Load the data into ChimpDB:

# Create a new dataset
>>> c.dsnew("iris", 5)
>>> c.dsappend("iris", data)

Next, let's create two linear regression models one to model sepal length with sepal width, and another one to model sepal length using petal width.

>>> c.modnew("model1", "linear_regression")
>>> c.modnew("model2", "linear_regression")

Now build the models

>>> c.modbuild("model1", {"dataset_name": "iris", "features": [1], "response": 0})
>>> c.modbuild("model2", {"dataset_name": "iris", "features": [3], "response": 0})

Predicting is very simple:

>>> c.modpredict("model1", [3.4, 4.1])
[200, {'responses': [4.993564620877732, 5.477162697854874]}, None]

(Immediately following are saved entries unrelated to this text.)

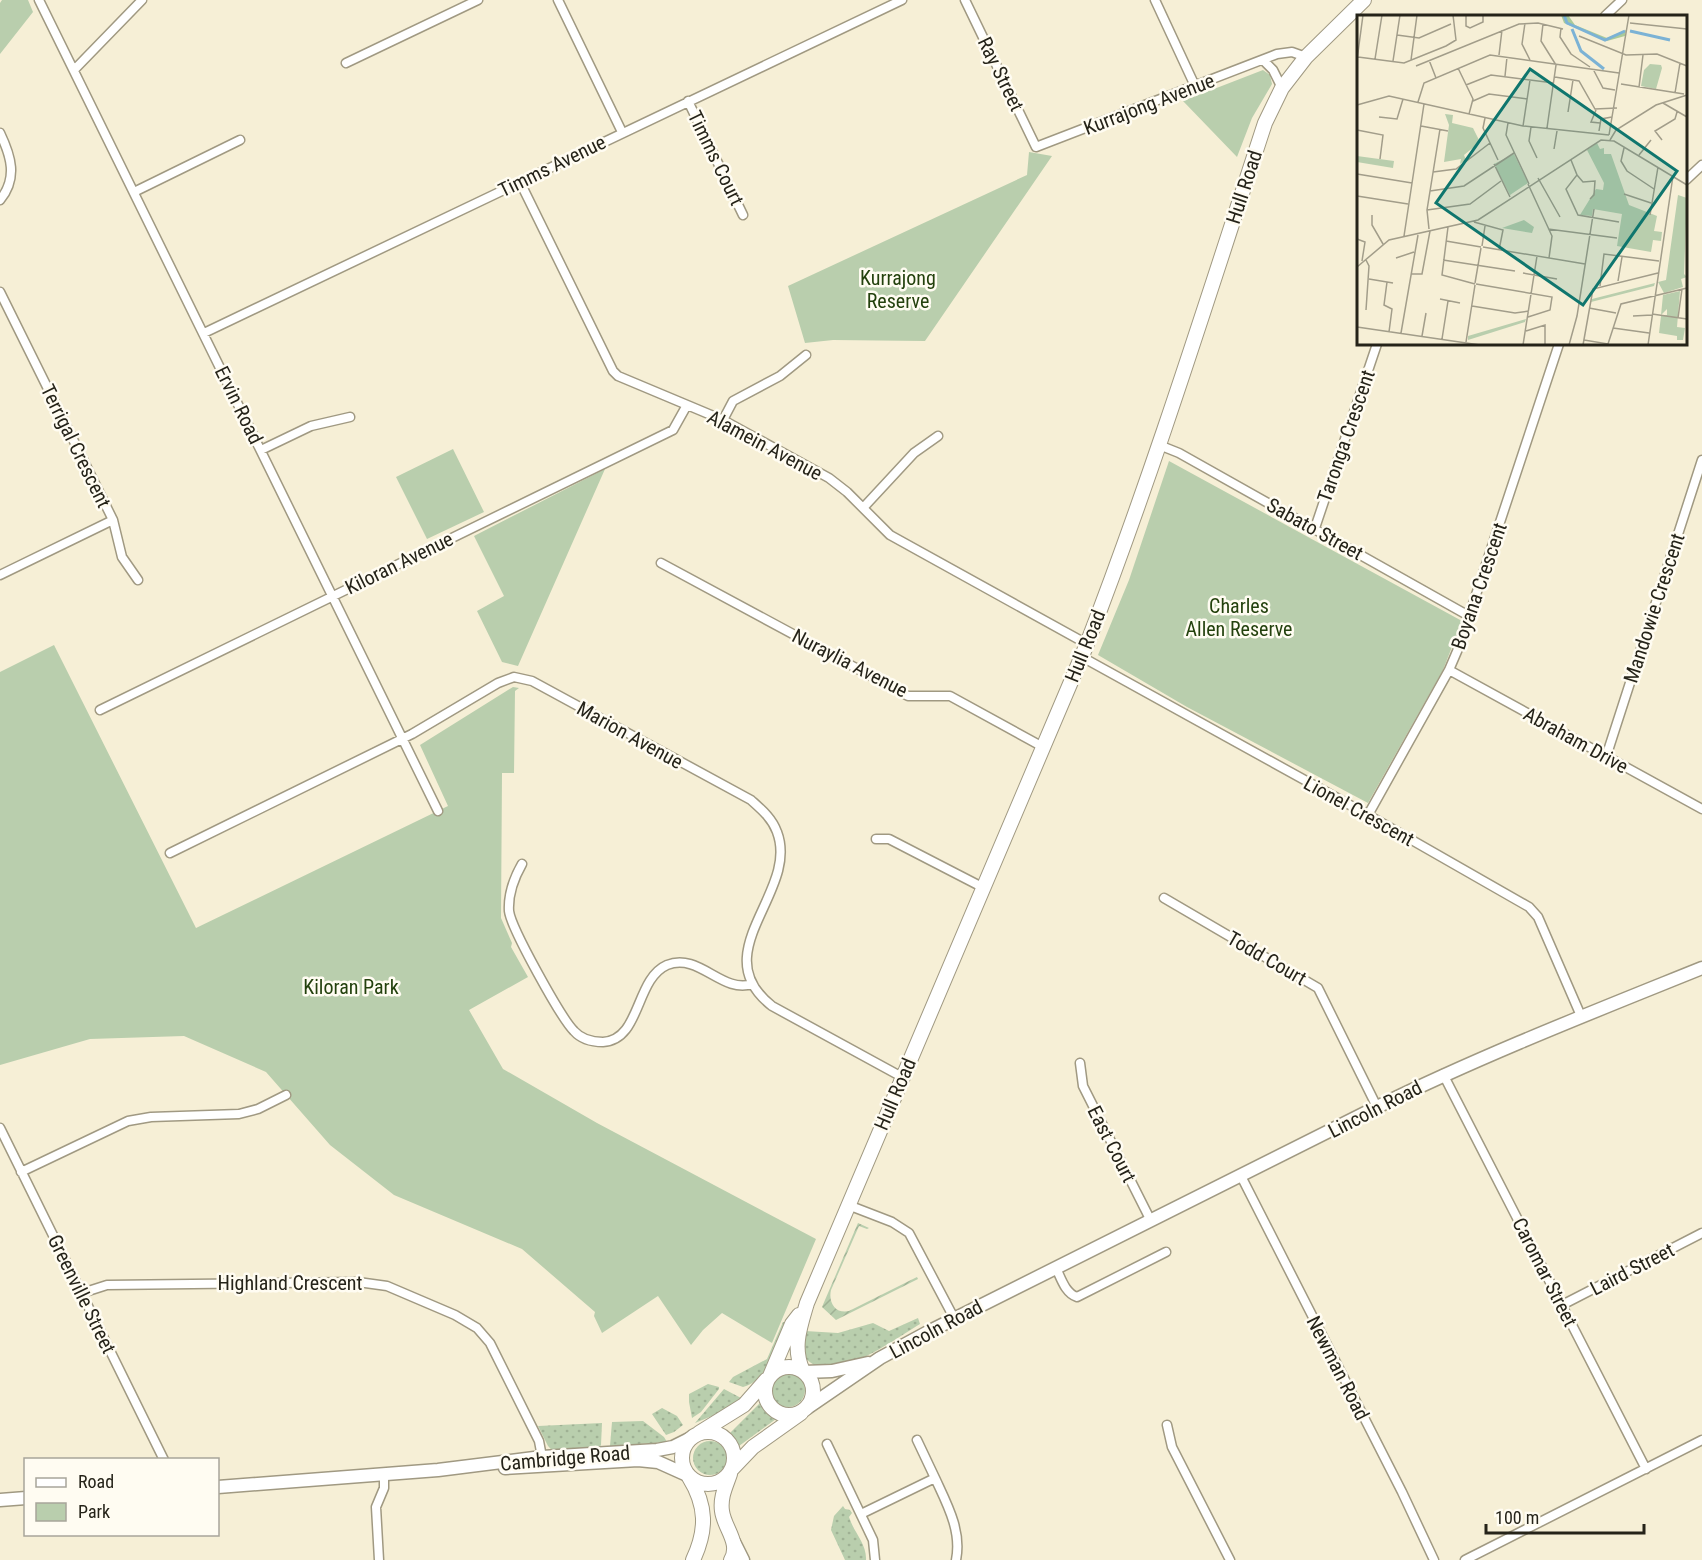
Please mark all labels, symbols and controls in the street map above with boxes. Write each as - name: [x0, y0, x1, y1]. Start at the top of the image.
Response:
- inset map: [1357, 15, 1687, 345]
- street label: Ray Street: [973, 33, 1029, 115]
- street label: Kurrajong Avenue: [1080, 68, 1218, 140]
- street label: Timms Court: [683, 107, 749, 209]
- street label: Timms Avenue: [494, 130, 610, 202]
- street label: Hull Road: [1221, 147, 1267, 227]
- park label: Kurrajong Reserve: [860, 266, 936, 313]
- street label: Ervin Road: [210, 362, 268, 448]
- street label: Taronga Crescent: [1312, 367, 1380, 505]
- street label: Terrigal Crescent: [36, 380, 116, 512]
- street label: Alamein Avenue: [703, 405, 827, 485]
- street label: Sabato Street: [1263, 493, 1368, 565]
- street label: Boyana Crescent: [1446, 519, 1512, 653]
- street label: Kiloran Avenue: [341, 527, 457, 599]
- street label: Mandowie Crescent: [1619, 530, 1690, 686]
- park label: Charles Allen Reserve: [1186, 594, 1292, 641]
- street label: Hull Road: [1060, 606, 1110, 686]
- street label: Nuraylia Avenue: [788, 624, 912, 702]
- street label: Marion Avenue: [573, 696, 687, 774]
- street label: Abraham Drive: [1520, 702, 1632, 778]
- street label: Lionel Crescent: [1300, 771, 1418, 851]
- street label: Todd Court: [1223, 926, 1311, 990]
- park label: Kiloran Park: [303, 975, 399, 999]
- street label: Hull Road: [869, 1054, 921, 1134]
- street label: Lincoln Road: [1324, 1075, 1426, 1143]
- street label: East Court: [1083, 1102, 1141, 1186]
- street label: Caromar Street: [1507, 1214, 1583, 1331]
- street label: Greenville Street: [43, 1231, 121, 1357]
- street label: Laird Street: [1586, 1238, 1678, 1300]
- street label: Highland Crescent: [218, 1271, 363, 1295]
- street label: Lincoln Road: [885, 1294, 987, 1364]
- street label: Newman Road: [1301, 1312, 1375, 1424]
- street label: Cambridge Road: [499, 1440, 631, 1476]
- legend: [24, 1458, 219, 1536]
- text: Road: [78, 1471, 114, 1492]
- scale bar: [1486, 1497, 1644, 1535]
- text: Park: [78, 1501, 110, 1522]
- text: 100 m: [1495, 1507, 1539, 1528]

In the example above we are trying to predict two data points: 3.4 and 4.1.

Interfacing With ChimpDB

ChimpDB works over TCP/IP and uses MessagePack for data transport. MessagePack provides small traffic footprint and is relativelly easy to parse. Writing client code for connecting to ChimpDB should be a breeze in any language.

The Protocol

ChimpDB uses message based protocol. Each message is an array of items.

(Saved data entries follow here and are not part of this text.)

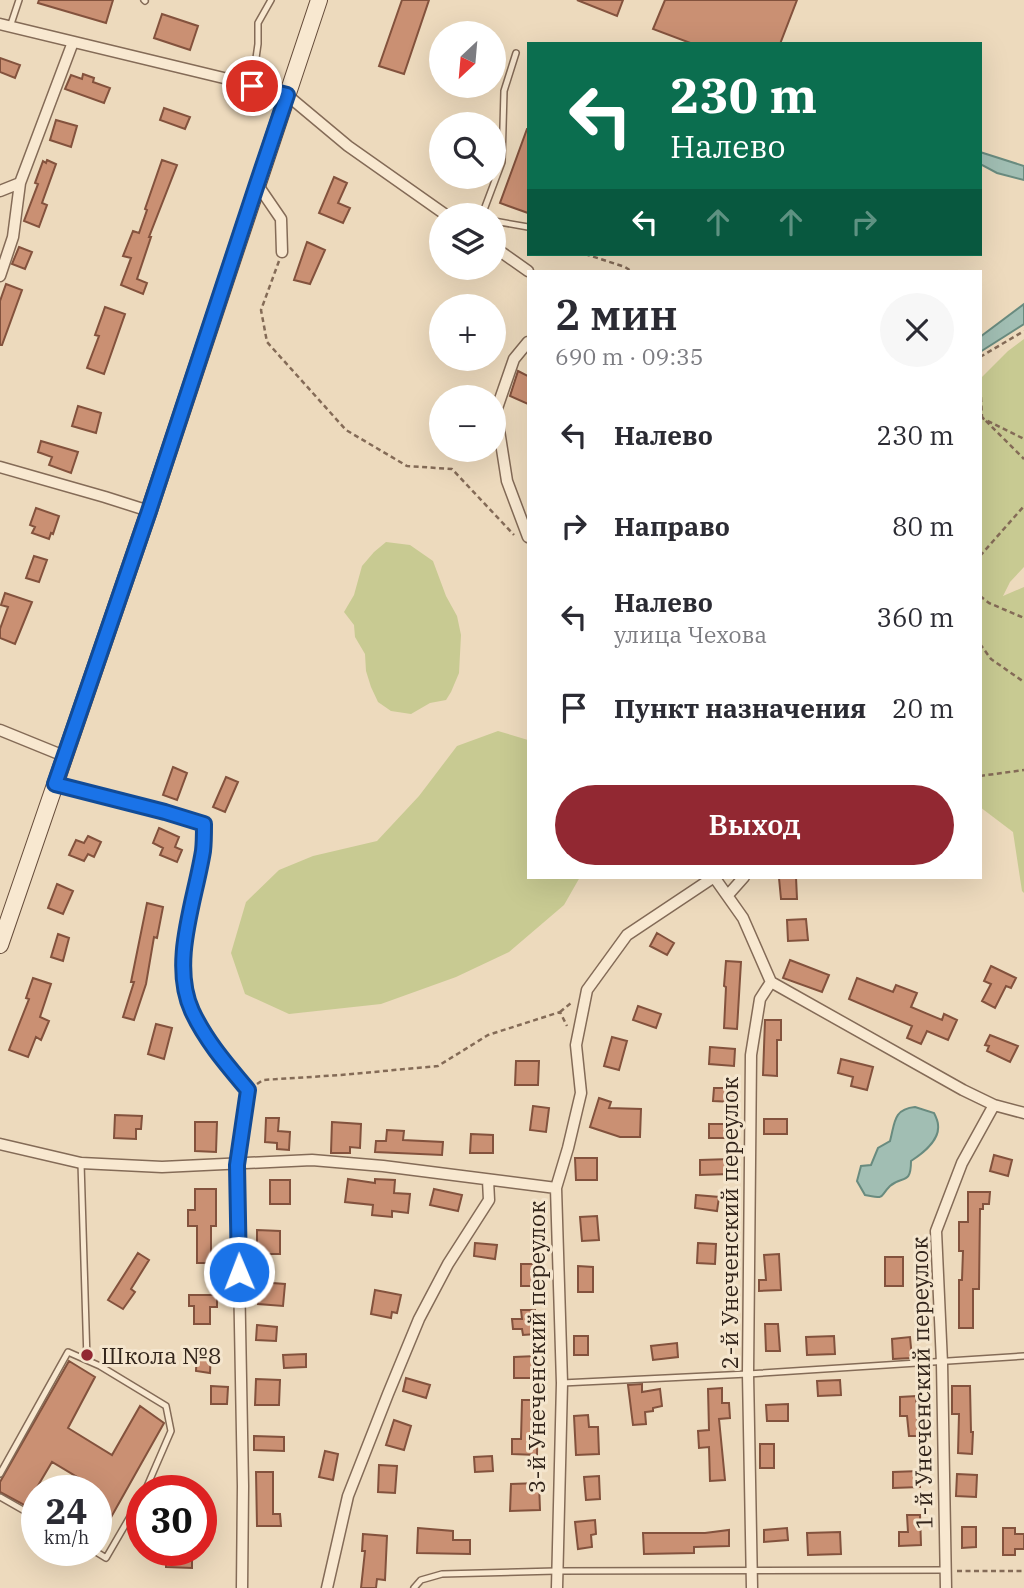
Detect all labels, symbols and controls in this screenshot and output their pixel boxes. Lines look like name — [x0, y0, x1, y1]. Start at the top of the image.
north arrow — [429, 21, 506, 98]
map controls — [429, 21, 506, 462]
pin — [222, 56, 282, 116]
text: 230 m — [670, 63, 817, 126]
icon: arrive — [233, 67, 271, 105]
icon: left — [555, 70, 646, 161]
button: search — [429, 112, 506, 189]
text: Налево — [670, 125, 786, 167]
button: layers — [429, 203, 506, 280]
icon: left — [626, 203, 664, 241]
icon: ahead — [699, 203, 737, 241]
icon: ahead — [772, 203, 810, 241]
icon: right — [845, 203, 883, 241]
text: 2 мин — [555, 287, 678, 342]
button: close — [880, 293, 954, 367]
button: + — [429, 294, 506, 371]
text: 690 m · 09:35 — [555, 341, 704, 371]
button: − — [429, 385, 506, 462]
icon: left — [555, 416, 593, 454]
text: Налево — [614, 418, 713, 452]
text: 230 m — [876, 418, 954, 452]
icon: right — [555, 507, 593, 545]
text: Направо — [614, 509, 730, 543]
text: 80 m — [892, 509, 954, 543]
text: Налево — [614, 585, 713, 619]
icon: left — [555, 598, 593, 636]
text: 360 m — [876, 600, 954, 634]
text: улица Чехова — [614, 619, 767, 649]
icon: arrive — [555, 689, 593, 727]
text: Пункт назначения — [614, 691, 866, 725]
text: 20 m — [892, 691, 954, 725]
button: Выход — [555, 785, 954, 865]
street label: 2-й Унеченский переулок — [714, 1076, 744, 1369]
street label: 3-й Унеченский переулок — [521, 1200, 551, 1493]
position arrow — [202, 1235, 276, 1309]
street label: 1-й Унеченский переулок — [903, 1236, 939, 1530]
place label: Школа №8 — [101, 1340, 222, 1370]
marker: Школа №8 — [79, 1347, 95, 1363]
speed limit sign: 30 — [126, 1475, 217, 1566]
text: 24 — [45, 1488, 88, 1534]
text: km/h — [44, 1526, 89, 1549]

Every request message consists of atleast 1 item -- a command name, e.g:

["PING"]
["DSNEW", "dataset_name", 5]

In the example above we see two commands: PING and DSNEW. PING command takes no arguments where as DSNEW takes two additional parameters. Response messages are also arrays, but of fixed 3 item size:

[200, None, None]
[400, None, "error message"]

First item in the response list is response code. Response codes fall into 3 categories: success (2xx), user error (4xx) and server error (5xx). Second response argument is the response data, if any. Final element is the error message.

Commands

  • PING - Pings the server, a noop command.
  • SHUTDOWN - Shuts down the server.
  • DSNEW <dataset name> <num columns> - Creates a new dataset with the specified number of columns.
  • DSLIST - Lists all available datasets.
  • DSAPPEND <dataset name> <data> - Append data to the existing dataset. Data is a list of numbers and must be column aligned.
  • MODNEW <model name> <model type> - Create a new model. Currently only linear_regression is a valid model type.
  • MODBUILD <model name> [<model specific parameters>] - Build given model.
  • MOPREDICT <model name> [model specific data] - Uses given model to make a prediction.